I just ran the Test_wilson_clover on summit and the test ran without any errors

paboyle · 2021-03-18T20:59:18Z

Thanks.

My hypothesis that the --dslash-unroll might fix the performance issues is not correct then.

Glad to hear it re. Clover - it's a HIP / CUDA difference, and not general breakage of Clover.

More joy to look forward to....

if you were able to track down which accelerator_for/line of code fails with Clover, that would help.

philomat · 2021-03-19T20:37:19Z

The error occurs in the constructor of the WilsonCloverFermion. To be more precise it is happening in the ImportGauge in WilsonCloverFermion.h on line 109

paboyle · 2021-03-20T05:24:29Z

Could you either

A) run it under a debugger (gdb) and trap the fault and ask it for a back trace with "bt".

OR

B) go to:

Grid/qcd/action/fermion/implementation/WilsonCloverFermionImplementation.h

uncomment the cout << statements
Stick in a print statement at lines 73, 81, 91, and 127 and 140.

A) is not guaranteed to work because I don't know how the GPU runtime is operating, but significantly less effort if
you know how to use a debugger, so it is what I would try first. I think there is a rocm-gdb or rocm-lldb tool

paboyle · 2021-03-20T05:25:19Z

though the AMD node I had access to, the rocm debugger didn't work for me.
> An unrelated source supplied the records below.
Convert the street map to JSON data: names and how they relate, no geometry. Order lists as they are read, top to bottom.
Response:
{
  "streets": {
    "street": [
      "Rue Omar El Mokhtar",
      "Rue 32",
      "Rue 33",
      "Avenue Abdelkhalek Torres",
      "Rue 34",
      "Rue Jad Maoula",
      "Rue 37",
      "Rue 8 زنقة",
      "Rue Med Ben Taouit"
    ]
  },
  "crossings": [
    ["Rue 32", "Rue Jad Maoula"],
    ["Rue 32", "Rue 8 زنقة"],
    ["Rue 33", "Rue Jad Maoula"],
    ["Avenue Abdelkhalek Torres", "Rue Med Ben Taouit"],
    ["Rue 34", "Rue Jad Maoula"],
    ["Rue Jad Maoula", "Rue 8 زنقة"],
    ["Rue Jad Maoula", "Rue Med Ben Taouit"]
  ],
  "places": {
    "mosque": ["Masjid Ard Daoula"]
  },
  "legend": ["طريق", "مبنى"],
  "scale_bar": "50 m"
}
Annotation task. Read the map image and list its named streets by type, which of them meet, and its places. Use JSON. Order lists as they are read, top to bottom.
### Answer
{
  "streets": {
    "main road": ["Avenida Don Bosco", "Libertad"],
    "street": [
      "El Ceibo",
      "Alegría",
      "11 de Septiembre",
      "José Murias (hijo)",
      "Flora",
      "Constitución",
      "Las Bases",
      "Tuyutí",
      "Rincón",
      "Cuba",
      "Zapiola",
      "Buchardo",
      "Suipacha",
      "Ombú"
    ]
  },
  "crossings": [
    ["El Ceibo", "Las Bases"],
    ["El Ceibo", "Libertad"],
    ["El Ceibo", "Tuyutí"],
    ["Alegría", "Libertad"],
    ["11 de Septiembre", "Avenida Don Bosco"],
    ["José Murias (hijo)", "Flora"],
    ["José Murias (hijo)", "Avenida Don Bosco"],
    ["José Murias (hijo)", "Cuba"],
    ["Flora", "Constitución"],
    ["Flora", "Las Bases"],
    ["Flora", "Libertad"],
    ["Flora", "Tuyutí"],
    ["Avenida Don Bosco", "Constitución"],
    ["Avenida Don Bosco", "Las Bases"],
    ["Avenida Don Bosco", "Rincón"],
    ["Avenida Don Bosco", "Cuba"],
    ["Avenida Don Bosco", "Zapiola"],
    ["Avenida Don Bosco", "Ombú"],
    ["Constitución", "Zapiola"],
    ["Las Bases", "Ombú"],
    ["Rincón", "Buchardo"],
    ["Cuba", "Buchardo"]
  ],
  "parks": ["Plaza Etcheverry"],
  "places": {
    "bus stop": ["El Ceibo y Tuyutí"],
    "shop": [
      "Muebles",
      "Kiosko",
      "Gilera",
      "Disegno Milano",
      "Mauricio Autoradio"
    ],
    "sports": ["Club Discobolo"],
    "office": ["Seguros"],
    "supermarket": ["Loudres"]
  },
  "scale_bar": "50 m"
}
philomat · 2021-03-23T19:04:36Z

I tried both option A and B. The output of bt was not very enlightening. Approach B) tells me the error is between line 81 and 91 in Grid/qcd/action/fermion/implementation/WilsonCloverFermionImplementation.h.

…

Am 20.03.2021 um 01:25 schrieb Peter Boyle ***@***.***>: though the AMD node I had access to, the rocm debugger didn't work for me. — You are receiving this because you authored the thread. Reply to this email directly, view it on GitHub, or unsubscribe.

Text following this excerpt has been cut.